Before the introduction of toss-up puzzles in 2000, the contestant at the red arrow always started the first round, with the next contestant clockwise starting each subsequent round. In addition, ties for first place were broken by another speed-up round. If a tie for first place occurred on the daytime version, all three players returned to continue the game on the next episode, and it counted as a single appearance. The wheel formerly featured a Free Spin wedge, which automatically awarded a token that the contestant could turn in after a lost turn to keep control of the wheel. It was replaced in 1989 with a single Free Spin token placed over a selected cash wedge. Free Spin was retired in 2009. From 2009 to 2021, it was replaced by Free Play, a wedge that allowed a contestant to call any consonant or a free vowel, with no penalty if the letter was not in the puzzle or had already been called in the round.

Between September 16, 1996 and 2013, the show featured a progressive Jackpot wedge, which had been in several different rounds in its history. (Note: The jackpot wedge was originally in round 3, was moved to round two at the start of the season in 2000, and after that moved to round one from 2009 to 2013.) The jackpot began at $5,000 and had the value of every spin within the round added to it. To claim the jackpot, a contestant had to land on the wedge, call a correct letter, and solve the puzzle all in the same turn. In later years, it also offered $500 per correct letter and $500 to the jackpot, regardless of whether or not it was won in that turn.

The network version allowed champions to appear for up to five days originally, which was later reduced to three. The syndicated version, which originally retired contestants after one episode, adopted the three-day champion rule in 1989. In 1996, this was changed to have the top three winners from the week's first four shows return to compete in the "Friday Finals". When the jackpot wedge was introduced, it began at $10,000 instead of $5,000 on Fridays. The rules allowing returning champions were eliminated permanently beginning with the syndicated episode aired September 21, 1998, and contestants appear on only a single episode, reverting to the pre-1989 rules. The Friday Finals are occasionally used for special themed weeks, such as in nighttime season 40, using teams consisting of contestants and WWE Superstars as part of WrestleMania 39.

Before December 1981, the show did not feature a bonus round. However, two experimental bonus rounds were attempted before then. In 1978, some episodes featured a round known as the "Star Bonus", where a star-shaped token was placed on the wheel. Contestants who picked up the token played an additional round at the end of the game to win one of four prizes, whose value determined the difficulty of the puzzle.
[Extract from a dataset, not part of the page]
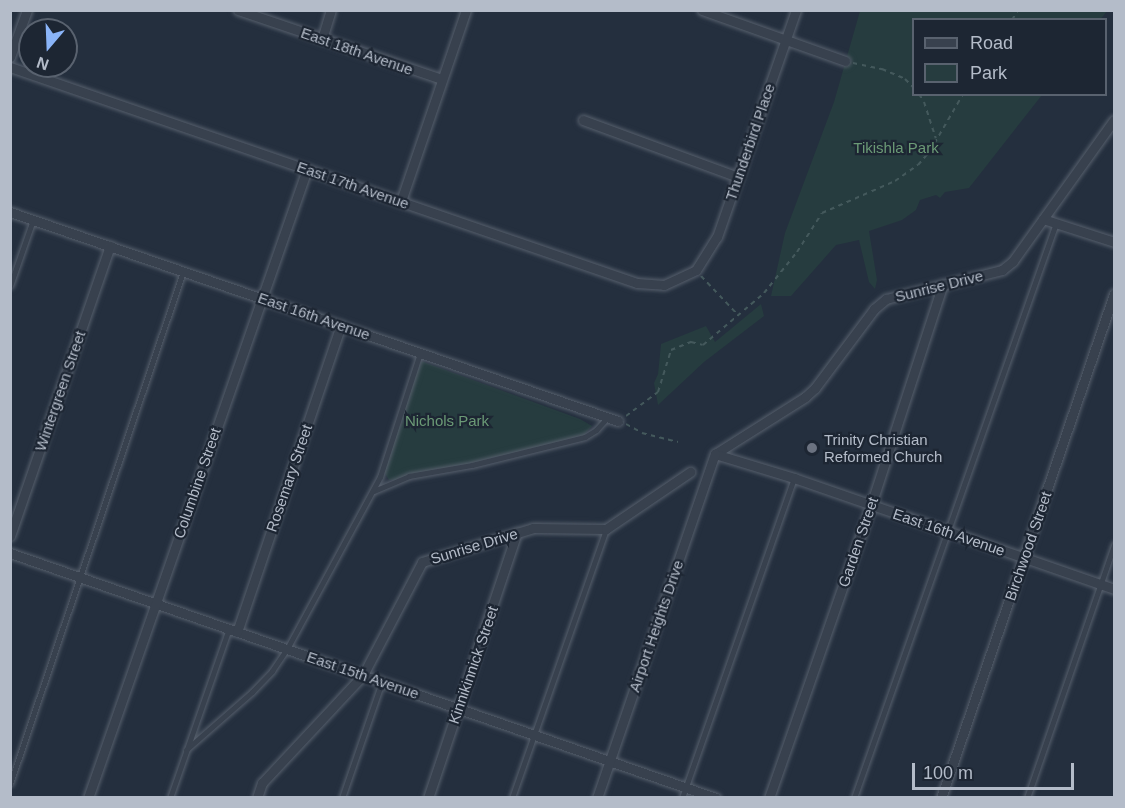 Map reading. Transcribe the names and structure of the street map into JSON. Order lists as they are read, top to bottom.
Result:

The contestant provided four consonants and a vowel, and was given fifteen seconds to attempt solving. In one week of episodes airing in March 1980, contestants who won the main game were given 30 seconds to attempt solving a puzzle for a chance to win a luxury automobile, in a week called "Super Wheel Bonus Week". When the current bonus round was introduced in 1981, no letters were provided automatically. Contestants chose five consonants and a vowel, and then had fifteen seconds to attempt solving the puzzle after their letters were revealed. Also, bonus prizes were selected by the contestant at the start of the round. The current time limit and rules for letter selection were introduced on October 3, 1988. In the nighttime version, from season 7 to season 19 (September 4, 1989 to October 19, 2001), bonus prizes were selected by the contestant choosing from one of five envelopes labeled W, H, E, E, and L. One prize was always $25,000 in cash, and the rest were changed weekly, though one prize was usually a car. Any prize that was won was taken out of rotation for the rest of the week. From 1998 to 2001, the $25,000 remained in-place for each episode during the entire week, regardless if it was won. In 2001, three car envelopes and two $25,000 envelopes were available the entire week of shows. The five-envelope format was replaced by the current bonus wheel on October 22, 2001. From season 19 to 27, the minimum cash value was $25,000. From season 28 to 31, the minimum cash value was $30,000. From season 32 to 39, the minimum was $1,000 multiplied by the season number.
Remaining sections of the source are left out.